* [Records shown]:

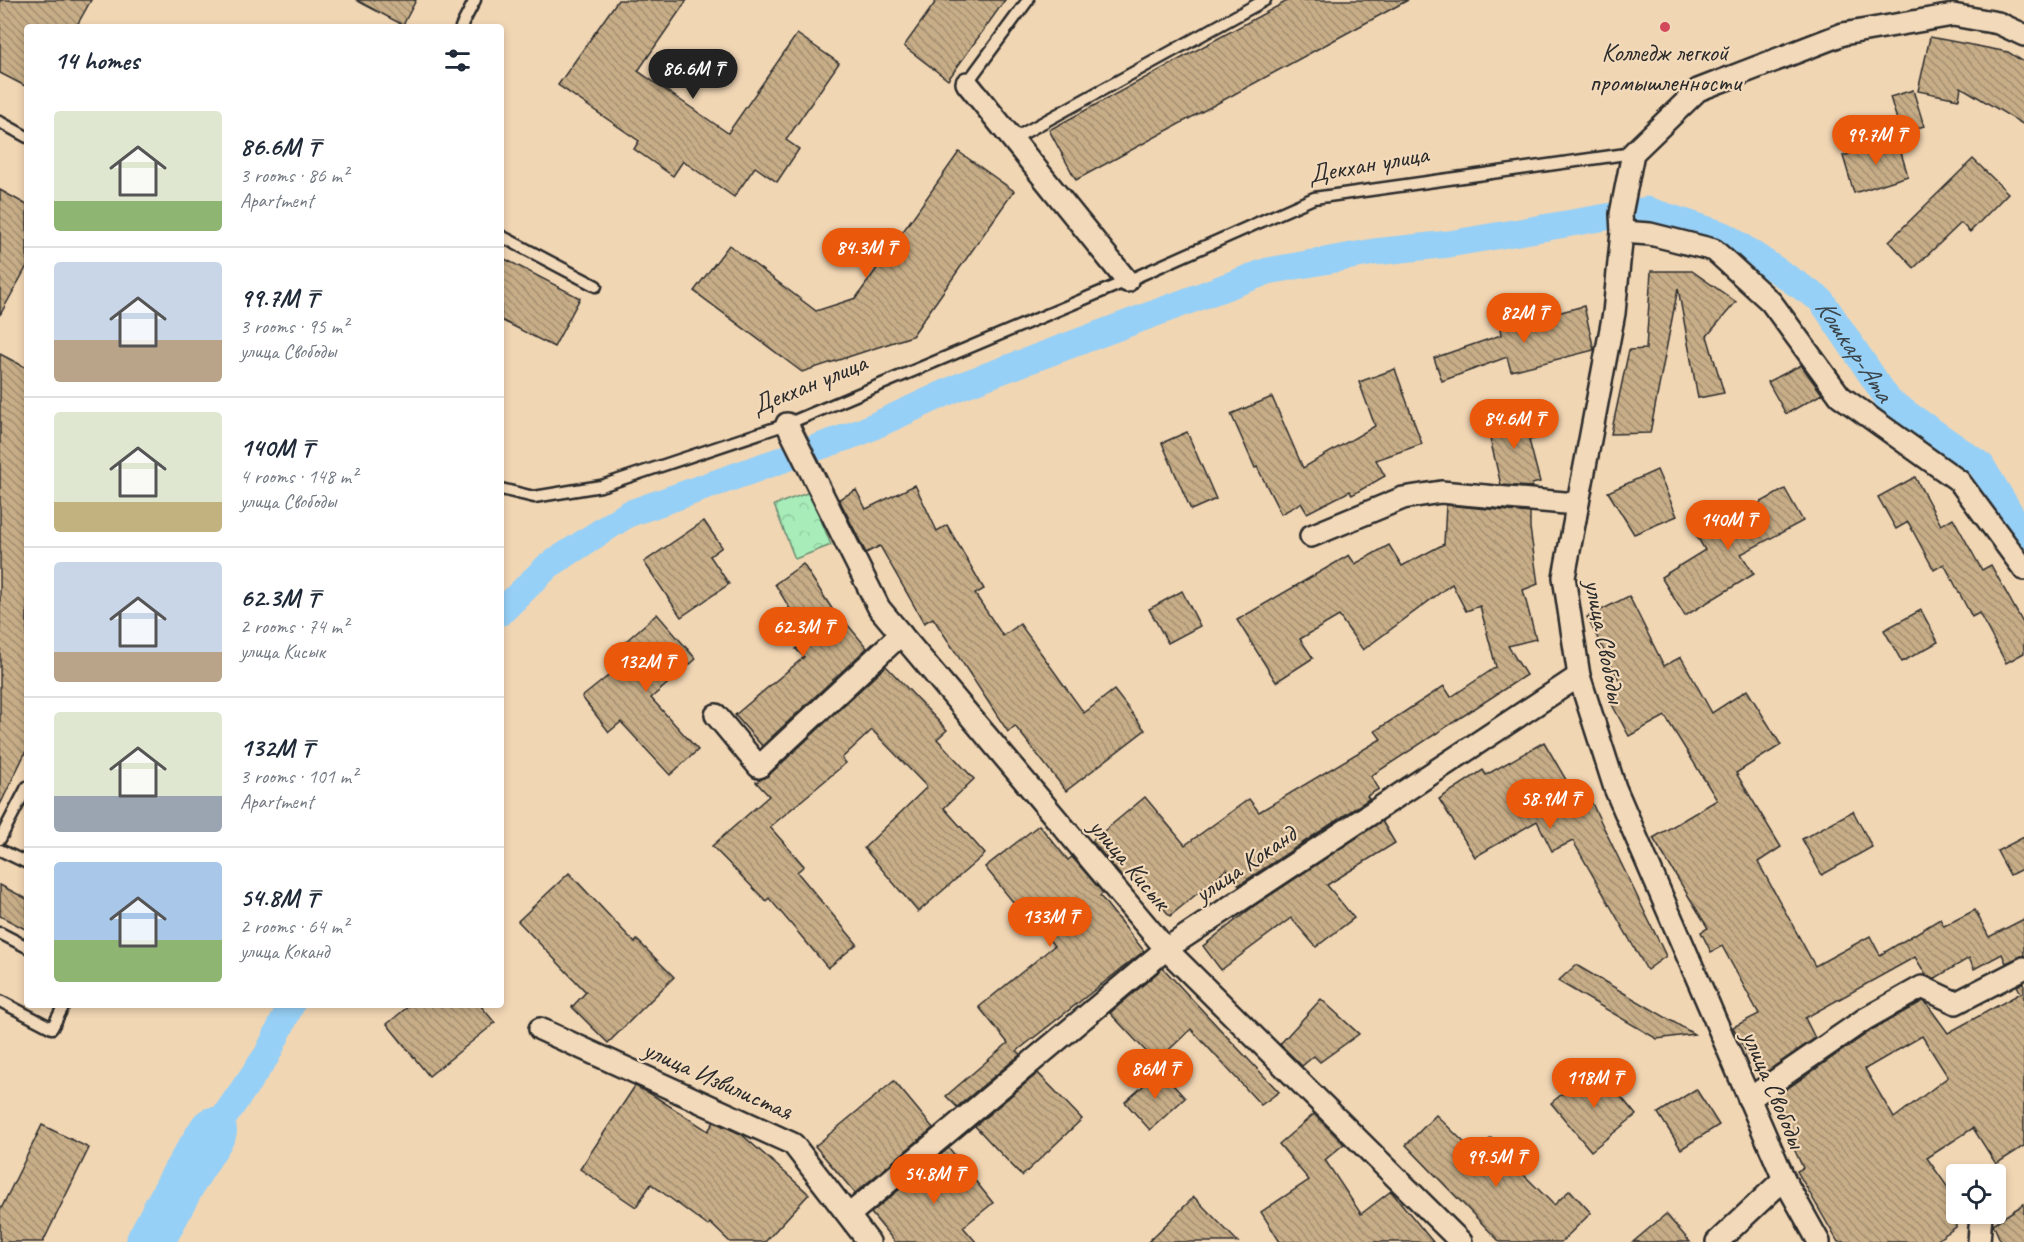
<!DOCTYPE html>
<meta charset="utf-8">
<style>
:root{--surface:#fff;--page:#f2f2f3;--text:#1f2937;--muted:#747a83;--line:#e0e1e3;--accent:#ea580c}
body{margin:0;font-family:Caveat,sans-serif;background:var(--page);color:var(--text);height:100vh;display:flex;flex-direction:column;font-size:22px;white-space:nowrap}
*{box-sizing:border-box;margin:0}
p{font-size:20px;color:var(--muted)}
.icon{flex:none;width:33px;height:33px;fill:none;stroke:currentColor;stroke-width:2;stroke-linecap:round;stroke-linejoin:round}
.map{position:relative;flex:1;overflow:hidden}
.details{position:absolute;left:24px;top:24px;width:480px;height:984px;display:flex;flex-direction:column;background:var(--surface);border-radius:6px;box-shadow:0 3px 9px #0003}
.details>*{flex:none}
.fabs{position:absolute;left:1946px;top:1164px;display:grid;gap:12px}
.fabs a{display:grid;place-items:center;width:60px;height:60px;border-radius:6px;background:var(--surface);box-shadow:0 3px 9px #0003;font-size:30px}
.price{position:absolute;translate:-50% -51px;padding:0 14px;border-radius:21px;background:var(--accent);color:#fff;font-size:20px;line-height:39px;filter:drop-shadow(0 2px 3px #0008)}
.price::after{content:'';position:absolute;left:50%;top:36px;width:18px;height:14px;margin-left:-9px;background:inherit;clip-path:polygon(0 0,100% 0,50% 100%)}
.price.on{background:#222;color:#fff}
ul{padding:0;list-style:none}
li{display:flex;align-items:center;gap:18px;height:150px;padding:0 30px}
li+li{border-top:2px solid var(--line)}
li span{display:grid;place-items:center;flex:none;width:168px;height:120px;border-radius:6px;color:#555}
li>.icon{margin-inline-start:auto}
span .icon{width:72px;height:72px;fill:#fffc;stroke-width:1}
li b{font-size:26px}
h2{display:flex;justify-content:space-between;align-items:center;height:72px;padding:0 30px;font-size:26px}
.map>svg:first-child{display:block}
</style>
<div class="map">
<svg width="2024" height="1242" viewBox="0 0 2024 1242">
<defs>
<pattern id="park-crowns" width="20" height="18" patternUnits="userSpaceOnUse" patternTransform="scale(1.5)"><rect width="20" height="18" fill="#a8edb9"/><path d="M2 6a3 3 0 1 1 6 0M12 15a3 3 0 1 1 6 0" fill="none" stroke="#91cb9f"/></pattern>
<pattern id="building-back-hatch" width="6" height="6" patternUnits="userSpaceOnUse" patternTransform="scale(1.5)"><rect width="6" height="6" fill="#c8ae88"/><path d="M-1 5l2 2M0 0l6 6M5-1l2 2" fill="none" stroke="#a38e6f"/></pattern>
</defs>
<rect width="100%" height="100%" fill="#f1d6b4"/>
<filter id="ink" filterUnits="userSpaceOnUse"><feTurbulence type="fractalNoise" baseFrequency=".0167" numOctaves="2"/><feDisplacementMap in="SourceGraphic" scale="12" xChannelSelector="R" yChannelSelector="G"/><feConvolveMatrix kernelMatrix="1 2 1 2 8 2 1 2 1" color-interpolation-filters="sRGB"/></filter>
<g filter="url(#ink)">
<!-- park -->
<polygon fill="url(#park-crowns)" stroke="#6a8c72" stroke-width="1.5" points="810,492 831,545 795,559 774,505"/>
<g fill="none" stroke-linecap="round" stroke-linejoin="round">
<!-- canal -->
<g stroke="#97d0f6" stroke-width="27">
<path id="s1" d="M501 612 548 566 628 514 861 432 963 385 1268 271 1374 252 1449 244 1647 210 1724 235 1821 300 1889 401 1981 465 2024 536"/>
<polyline points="213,1133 267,1055 291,1005"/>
</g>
<!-- river -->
<polyline stroke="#97d0f6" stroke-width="48" points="150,1242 185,1176 213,1131"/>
</g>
<!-- building -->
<g fill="url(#building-back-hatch)" stroke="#2b2b2b" stroke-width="1.5" fill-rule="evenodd">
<polygon points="0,0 91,0 76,27 27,27 27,87 0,73"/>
<polygon points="356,0 416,0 403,25"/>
<polygon points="618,0 687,0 638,71 728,133 797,34 839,63 786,140 799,149 777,182 755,167 734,197 683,161 673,176 634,149 639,141 558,85"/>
<polygon points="937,0 1005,0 948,80 904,46"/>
<polygon points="1289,0 1408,0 1076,180 1049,130"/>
<polygon points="1930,37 2008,52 2024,62 2024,125 1961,87 1959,99 1918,91"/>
<polygon points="1913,90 1924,126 1901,133 1890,97"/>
<polygon points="1897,139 1908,176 1854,193 1843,156"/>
<polygon points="959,152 1014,191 912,336 802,372 694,291 729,245 816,311 856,298"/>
<polygon points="1973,159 2008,193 1970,232 1961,223 1914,268 1889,241"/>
<polygon points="0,190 27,205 27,266 0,315"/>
<polygon points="501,257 580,298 554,347 501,320"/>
<polygon points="1651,271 1692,271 1736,302 1707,336 1724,393 1698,398 1678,288 1650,433 1611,434 1629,350 1646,349"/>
<polygon points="1584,306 1594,350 1511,371 1507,357 1442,381 1434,358 1501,335 1500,328"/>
<polygon points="0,354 27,368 27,749 0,805"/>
<polygon points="1801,365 1822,394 1786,414 1768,382"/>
<polygon points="1395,369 1422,444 1376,460 1385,476 1352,495 1350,491 1307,513 1301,503 1281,514 1257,467 1255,468 1231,414 1272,397 1303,468 1375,426 1359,382"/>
<polygon points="1529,412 1535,439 1529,440 1540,482 1532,484 1532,487 1501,485 1486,422"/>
<polygon points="1187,432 1216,499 1191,510 1162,443"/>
<polygon points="1657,470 1677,516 1634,534 1608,492"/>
<polygon points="1915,477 1941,525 1953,518 1982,570 1991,565 2024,625 2024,653 2006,663 1979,613 1972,617 1944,564 1934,570 1908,522 1896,529 1878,497"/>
<polygon points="915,485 937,531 947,525 984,589 975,594 1003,636 1020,624 1084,713 1114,690 1145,730 1066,791 1015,726 1008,732 933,618 924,623 880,546 866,553 839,499 856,490 866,509"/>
<polygon points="1785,489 1803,521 1741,554 1754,574 1685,616 1661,577 1705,550 1692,528 1716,513 1723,523"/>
<polygon points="1446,505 1530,513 1530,528 1538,584 1523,590 1536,639 1508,646 1526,675 1371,776 1379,789 1367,796 1369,799 1239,885 1227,869 1170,916 1131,870 1122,877 1092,841 1145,797 1185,845 1249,799 1259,812 1381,739 1375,731 1444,686 1451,697 1496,667 1480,606 1466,611 1452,584 1363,650 1339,616 1300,639 1313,658 1276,682 1237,620 1349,555 1355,564 1389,545 1402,566 1444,544"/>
<polygon points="704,521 722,547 710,556 729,584 681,617 644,562"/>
<polygon points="803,564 836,615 838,613 867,648 762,746 735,715 804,657 796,649 808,639 775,584"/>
<polygon points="1182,591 1200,626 1168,643 1149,609"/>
<polygon points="1629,596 1664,666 1681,657 1712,713 1747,690 1781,745 1736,773 1781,847 1758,862 1815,966 1870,936 1880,955 1940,919 1944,926 1975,910 1989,937 2024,919 2024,955 2006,963 2002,954 1974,969 1969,958 1934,979 1926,975 1915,957 1805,1018 1815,1038 1759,1077 1733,1027 1759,1014 1722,946 1711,952 1701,932 1708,928 1653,838 1717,800 1665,716 1629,736 1608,697 1623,688 1587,617"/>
<polygon points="1921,610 1938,642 1902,662 1884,630"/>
<polygon points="657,614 696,659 651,698 698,750 670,775 621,722 609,732 582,697 628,660 618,648"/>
<polygon points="886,666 947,730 937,739 974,779 944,808 985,854 918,912 864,848 927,787 872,730 842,758 846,763 770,827 804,866 797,872 857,944 828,968 769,898 766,901 712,846 769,796 756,782 768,776"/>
<polygon points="1544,742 1573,792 1584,787 1666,956 1647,970 1573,841 1552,851 1537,821 1475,857 1439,799 1483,770 1486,775"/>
<polygon points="1853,811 1872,847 1822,875 1802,839"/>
<polygon points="1382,821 1395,843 1327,885 1354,918 1316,947 1291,918 1221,970 1203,946 1254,906"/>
<polygon points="1039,825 1068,860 1072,857 1103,893 1100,896 1144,951 1017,1051 1021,1054 957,1107 946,1096 1008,1043 979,1007 1054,946 1029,914 1025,917 985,867"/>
<polygon points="2024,837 2024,868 2010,875 1997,851"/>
<polygon points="569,873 635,943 637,940 674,977 608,1043 572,1007 586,992 518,921"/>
<polygon points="0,885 27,899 27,930 0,916"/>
<polygon points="1576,965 1694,1034 1657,1039 1558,981"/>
<polygon points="1163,968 1187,994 1279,1092 1261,1105 1191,1029 1156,1062 1110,1013"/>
<path d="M2024 982V1146L1996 1164 1973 1128 1927 1158 1956 1199V1227L1934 1242H1838L1797 1171 1803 1168 1771 1100 1872 1030 1923 1001 1927 1004 1948 1033 2021 993 2017 986ZM1922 1036 1948 1077 1894 1118 1865 1069Z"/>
<polygon points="1321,999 1359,1034 1320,1062 1314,1056 1302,1066 1280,1044"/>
<polygon points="410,1005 480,1005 495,1023 429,1076 387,1024"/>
<polygon points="1596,1066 1636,1115 1591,1151 1551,1103"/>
<polygon points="1160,1071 1185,1098 1150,1130 1125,1102"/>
<polygon points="1038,1073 1082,1119 1022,1176 975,1126"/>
<polygon points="894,1081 933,1128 855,1193 815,1146"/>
<polygon points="635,1086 651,1094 708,1131 714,1122 741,1134 809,1194 765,1242 730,1242 710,1223 708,1226 651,1184 636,1207 580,1169"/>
<polygon points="1696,1089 1719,1125 1681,1149 1658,1113"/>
<polygon points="1314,1114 1344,1144 1325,1160 1361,1214 1391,1191 1433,1242 1280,1242 1261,1212 1309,1180 1279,1144"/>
<polygon points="1436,1115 1476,1154 1491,1138 1513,1160 1511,1162 1554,1205 1570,1190 1591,1213 1561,1242 1500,1242 1406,1145"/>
<polygon points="42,1125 89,1148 43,1242 0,1242 0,1211"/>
<polygon points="949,1148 993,1203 963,1227 976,1242 895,1242 871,1213"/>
<polygon points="1194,1197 1238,1242 1148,1242"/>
<polygon points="2024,1204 2024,1242 2001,1242 1993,1224"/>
<polygon points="1666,1214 1690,1242 1633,1242"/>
</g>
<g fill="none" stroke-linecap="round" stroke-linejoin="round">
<defs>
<g id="service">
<polyline points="461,27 475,0"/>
<polyline points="967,83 1028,0"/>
<polyline points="0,122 27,137"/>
<polyline points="1013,139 1265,0"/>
<polyline points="501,236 596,286"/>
<polyline points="501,489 534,497 601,486 787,424 1127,281 1314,198 1633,153"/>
<polyline points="0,839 27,787"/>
<polyline points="0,850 27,863"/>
<polyline points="0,933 27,947"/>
<polyline points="0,1001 52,1028 64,1005"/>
</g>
<g id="minor">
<polyline points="967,83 1127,281"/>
<polyline points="1622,232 1650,234 1714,250 1771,302 1840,396 1959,481 2024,569"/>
<polyline points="787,424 879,608 1166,949 1461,1242"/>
<polyline points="1311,536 1403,498 1441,492 1576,504 1575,518"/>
<polyline points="716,715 759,767 901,634"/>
<polyline points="540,1029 793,1144 869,1242"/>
<polyline points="1749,1099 1865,1019 1922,987 1956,1003 2024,968"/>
<polyline points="849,1215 1166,949 1579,676"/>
<polyline points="1717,1242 1784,1179"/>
<polyline points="1819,1242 1784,1179 1615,788 1579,676 1564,577 1614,313 1622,232 1621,214 1633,153 1698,90 1843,34 1953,15 1998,23 2024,35"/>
<polyline points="1979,1242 1981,1214"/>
</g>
</defs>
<!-- service casing -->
<use href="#service" stroke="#2b2b2b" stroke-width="15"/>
<!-- minor casing -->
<use href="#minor" stroke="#2b2b2b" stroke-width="26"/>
<!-- service -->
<use href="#service" stroke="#f2d9ba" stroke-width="10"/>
<!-- minor -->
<use href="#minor" stroke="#f2d9ba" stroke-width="21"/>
</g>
</g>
<!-- markers -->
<circle fill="#d1495b" stroke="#f2d9ba" stroke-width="2" cx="1665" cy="27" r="6"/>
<g text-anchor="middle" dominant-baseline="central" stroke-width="4.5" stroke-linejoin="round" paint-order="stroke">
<!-- poi labels -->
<g font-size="26" fill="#2b2b2b" stroke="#f2d9ba">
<text x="1665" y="52">Колледж легкой<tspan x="1665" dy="30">промышленности</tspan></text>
</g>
<!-- street labels -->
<g font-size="26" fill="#2b2b2b" stroke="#f2d9ba">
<text transform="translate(1368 164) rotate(-10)">Декхан улица</text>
<text transform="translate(809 384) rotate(-22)">Декхан улица</text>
<text transform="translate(1605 641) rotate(79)">улица Свободы</text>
<text transform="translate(1130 864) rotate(50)">улица Кисык</text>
<text transform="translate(1245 864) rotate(-34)">улица Коканд</text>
<text transform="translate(718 1080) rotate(24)">улица Извилистая</text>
<text transform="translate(1774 1089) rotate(67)">улица Свободы</text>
</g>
<!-- water labels -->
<g font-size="27" font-style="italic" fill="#3b4449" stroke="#f2d9ba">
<text stroke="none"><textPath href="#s1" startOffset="1488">Кошкар-Ата</textPath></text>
</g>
</g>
</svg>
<div class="fabs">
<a><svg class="icon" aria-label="locate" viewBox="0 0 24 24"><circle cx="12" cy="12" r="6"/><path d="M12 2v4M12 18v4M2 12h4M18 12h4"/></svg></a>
</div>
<b class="price on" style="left:693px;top:100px">86.6M ₸</b>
<b class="price" style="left:1876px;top:166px">99.7M ₸</b>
<b class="price" style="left:866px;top:279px">84.3M ₸</b>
<b class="price" style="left:1524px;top:344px">82M ₸</b>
<b class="price" style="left:1514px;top:450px">84.6M ₸</b>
<b class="price" style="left:1728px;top:551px">140M ₸</b>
<b class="price" style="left:803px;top:658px">62.3M ₸</b>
<b class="price" style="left:646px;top:693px">132M ₸</b>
<b class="price" style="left:1550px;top:830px">58.9M ₸</b>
<b class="price" style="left:1050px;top:948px">133M ₸</b>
<b class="price" style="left:1155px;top:1100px">86M ₸</b>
<b class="price" style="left:1594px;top:1109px">118M ₸</b>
<b class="price" style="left:1496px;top:1188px">99.5M ₸</b>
<b class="price" style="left:934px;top:1205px">54.8M ₸</b>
<section class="details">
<h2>14 homes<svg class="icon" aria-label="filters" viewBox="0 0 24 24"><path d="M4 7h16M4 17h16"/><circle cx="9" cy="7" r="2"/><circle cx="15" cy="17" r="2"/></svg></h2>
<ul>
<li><span style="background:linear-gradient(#dfe7d0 75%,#8fb573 0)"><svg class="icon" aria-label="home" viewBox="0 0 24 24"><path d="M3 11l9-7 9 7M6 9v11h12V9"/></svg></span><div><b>86.6M ₸</b><p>3 rooms · 86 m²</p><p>Apartment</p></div></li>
<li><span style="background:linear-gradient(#c9d6e8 65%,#b9a48a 0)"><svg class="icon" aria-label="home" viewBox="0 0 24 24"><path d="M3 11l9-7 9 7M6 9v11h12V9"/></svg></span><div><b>99.7M ₸</b><p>3 rooms · 95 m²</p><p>улица Свободы</p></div></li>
<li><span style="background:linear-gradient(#dfe7d0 75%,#c2b280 0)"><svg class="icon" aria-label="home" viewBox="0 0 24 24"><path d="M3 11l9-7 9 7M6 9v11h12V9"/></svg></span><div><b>140M ₸</b><p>4 rooms · 148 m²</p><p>улица Свободы</p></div></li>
<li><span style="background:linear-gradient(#c9d6e8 75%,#b9a48a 0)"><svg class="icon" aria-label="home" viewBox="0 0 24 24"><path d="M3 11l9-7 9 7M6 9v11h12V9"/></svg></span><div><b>62.3M ₸</b><p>2 rooms · 74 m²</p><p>улица Кисык</p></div></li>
<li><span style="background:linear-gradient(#dfe7d0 70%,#9aa5b1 0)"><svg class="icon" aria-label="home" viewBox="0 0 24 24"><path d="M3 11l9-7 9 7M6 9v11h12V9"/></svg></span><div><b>132M ₸</b><p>3 rooms · 101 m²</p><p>Apartment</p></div></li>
<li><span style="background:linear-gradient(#a9c7e8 65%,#8fb573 0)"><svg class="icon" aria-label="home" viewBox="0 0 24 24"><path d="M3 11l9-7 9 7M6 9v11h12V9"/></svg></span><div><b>54.8M ₸</b><p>2 rooms · 64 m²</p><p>улица Коканд</p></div></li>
</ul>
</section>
</div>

* [Task requirements]:
Please return every line from the material above where the string "direction" occurs.

* [Your solution]:
body{margin:0;font-family:Caveat,sans-serif;background:var(--page);color:var(--text);height:100vh;display:flex;flex-direction:column;font-size:22px;white-space:nowrap}
.details{position:absolute;left:24px;top:24px;width:480px;height:984px;display:flex;flex-direction:column;background:var(--surface);border-radius:6px;box-shadow:0 3px 9px #0003}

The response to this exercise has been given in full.